### Requirement:
Give the number of lines in the records below that hold "stream"; nothing else is needed.

### Data entries:

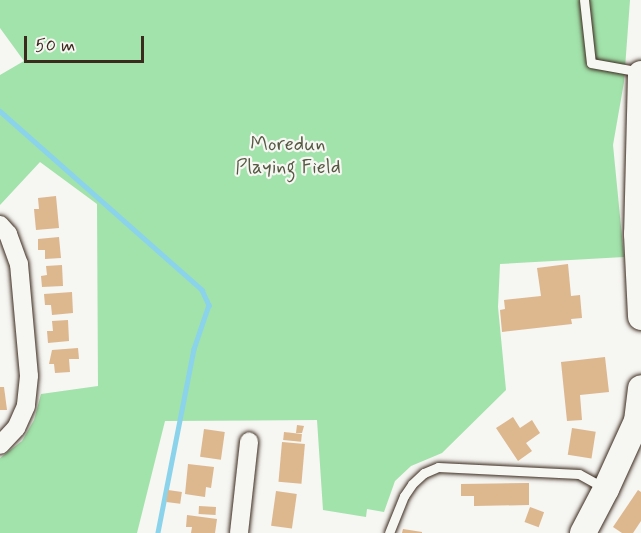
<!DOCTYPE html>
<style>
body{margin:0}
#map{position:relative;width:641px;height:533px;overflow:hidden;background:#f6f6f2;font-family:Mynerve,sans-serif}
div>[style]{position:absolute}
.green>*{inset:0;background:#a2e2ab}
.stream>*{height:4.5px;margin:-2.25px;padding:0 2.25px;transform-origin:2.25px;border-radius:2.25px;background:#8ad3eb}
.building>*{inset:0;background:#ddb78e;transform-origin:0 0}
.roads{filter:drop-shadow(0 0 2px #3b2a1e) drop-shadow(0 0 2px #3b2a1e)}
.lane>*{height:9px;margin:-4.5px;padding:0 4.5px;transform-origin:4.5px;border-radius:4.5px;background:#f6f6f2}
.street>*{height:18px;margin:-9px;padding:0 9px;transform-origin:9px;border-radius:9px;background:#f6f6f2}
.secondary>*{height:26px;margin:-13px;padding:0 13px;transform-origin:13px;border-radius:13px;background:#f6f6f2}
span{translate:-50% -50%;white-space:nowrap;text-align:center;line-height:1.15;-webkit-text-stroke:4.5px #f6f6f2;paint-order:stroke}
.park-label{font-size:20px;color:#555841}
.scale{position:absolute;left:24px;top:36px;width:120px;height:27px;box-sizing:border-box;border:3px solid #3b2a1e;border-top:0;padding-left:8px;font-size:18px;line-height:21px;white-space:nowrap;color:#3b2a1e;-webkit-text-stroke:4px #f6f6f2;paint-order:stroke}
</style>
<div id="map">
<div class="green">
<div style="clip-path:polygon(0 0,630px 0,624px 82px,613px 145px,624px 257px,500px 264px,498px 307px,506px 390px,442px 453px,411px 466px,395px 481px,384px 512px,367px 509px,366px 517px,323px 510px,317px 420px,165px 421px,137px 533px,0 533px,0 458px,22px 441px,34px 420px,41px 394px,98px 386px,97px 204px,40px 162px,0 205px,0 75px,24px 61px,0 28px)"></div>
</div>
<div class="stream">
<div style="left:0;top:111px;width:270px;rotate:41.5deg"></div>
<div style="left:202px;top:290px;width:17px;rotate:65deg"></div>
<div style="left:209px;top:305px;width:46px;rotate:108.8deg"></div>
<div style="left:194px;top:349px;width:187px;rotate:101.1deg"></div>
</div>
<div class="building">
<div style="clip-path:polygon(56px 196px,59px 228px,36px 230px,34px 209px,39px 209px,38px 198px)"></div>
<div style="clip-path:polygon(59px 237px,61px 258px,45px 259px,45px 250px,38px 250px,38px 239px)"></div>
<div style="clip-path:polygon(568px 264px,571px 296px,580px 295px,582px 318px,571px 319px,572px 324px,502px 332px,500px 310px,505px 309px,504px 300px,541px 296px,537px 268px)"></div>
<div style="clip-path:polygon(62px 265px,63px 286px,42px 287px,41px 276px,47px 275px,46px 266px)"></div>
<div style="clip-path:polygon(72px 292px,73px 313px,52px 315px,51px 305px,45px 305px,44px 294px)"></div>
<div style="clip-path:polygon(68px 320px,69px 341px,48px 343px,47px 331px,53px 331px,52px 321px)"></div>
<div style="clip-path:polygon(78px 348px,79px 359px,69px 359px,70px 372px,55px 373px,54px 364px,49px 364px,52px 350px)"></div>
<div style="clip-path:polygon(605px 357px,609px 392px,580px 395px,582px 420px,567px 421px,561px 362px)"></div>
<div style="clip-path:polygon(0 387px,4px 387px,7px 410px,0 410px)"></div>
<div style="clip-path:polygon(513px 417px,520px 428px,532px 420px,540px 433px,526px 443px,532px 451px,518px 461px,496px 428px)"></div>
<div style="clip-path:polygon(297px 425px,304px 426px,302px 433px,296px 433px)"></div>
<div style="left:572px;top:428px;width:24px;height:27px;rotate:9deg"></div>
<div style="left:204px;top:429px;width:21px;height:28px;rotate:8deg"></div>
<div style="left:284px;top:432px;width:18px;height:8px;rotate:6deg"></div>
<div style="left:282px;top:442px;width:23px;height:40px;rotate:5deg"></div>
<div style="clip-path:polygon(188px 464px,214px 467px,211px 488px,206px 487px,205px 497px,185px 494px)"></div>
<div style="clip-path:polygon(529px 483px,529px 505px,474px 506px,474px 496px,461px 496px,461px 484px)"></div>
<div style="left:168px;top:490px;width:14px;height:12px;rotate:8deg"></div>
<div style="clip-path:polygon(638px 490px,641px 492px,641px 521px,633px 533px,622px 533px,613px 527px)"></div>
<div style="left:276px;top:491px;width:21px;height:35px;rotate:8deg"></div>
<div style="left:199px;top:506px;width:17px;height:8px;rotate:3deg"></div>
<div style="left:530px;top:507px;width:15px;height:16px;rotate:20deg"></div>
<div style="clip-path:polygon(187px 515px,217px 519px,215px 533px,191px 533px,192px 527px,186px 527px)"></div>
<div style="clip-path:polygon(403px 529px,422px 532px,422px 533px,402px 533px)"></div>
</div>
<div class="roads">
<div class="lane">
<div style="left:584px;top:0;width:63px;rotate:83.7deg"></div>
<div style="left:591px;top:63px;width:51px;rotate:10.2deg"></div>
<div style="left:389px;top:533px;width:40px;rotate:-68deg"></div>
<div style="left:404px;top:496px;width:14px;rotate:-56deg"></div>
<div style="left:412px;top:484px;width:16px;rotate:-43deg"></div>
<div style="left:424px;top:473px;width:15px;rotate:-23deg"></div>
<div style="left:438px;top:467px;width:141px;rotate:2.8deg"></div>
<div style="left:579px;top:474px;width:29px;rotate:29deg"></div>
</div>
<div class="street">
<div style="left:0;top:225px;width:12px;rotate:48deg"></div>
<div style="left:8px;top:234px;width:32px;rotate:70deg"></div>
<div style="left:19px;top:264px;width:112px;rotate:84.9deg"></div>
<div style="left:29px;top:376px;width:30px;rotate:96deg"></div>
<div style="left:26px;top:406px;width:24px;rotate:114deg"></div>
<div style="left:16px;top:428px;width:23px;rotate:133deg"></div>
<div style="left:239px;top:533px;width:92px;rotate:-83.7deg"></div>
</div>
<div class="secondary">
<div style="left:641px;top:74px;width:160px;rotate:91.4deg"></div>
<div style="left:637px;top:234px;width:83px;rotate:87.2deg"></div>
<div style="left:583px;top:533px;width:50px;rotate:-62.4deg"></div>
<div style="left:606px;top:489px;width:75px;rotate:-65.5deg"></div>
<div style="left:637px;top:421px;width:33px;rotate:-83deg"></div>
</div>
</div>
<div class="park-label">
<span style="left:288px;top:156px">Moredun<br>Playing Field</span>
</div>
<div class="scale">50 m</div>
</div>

### Exercise response:
2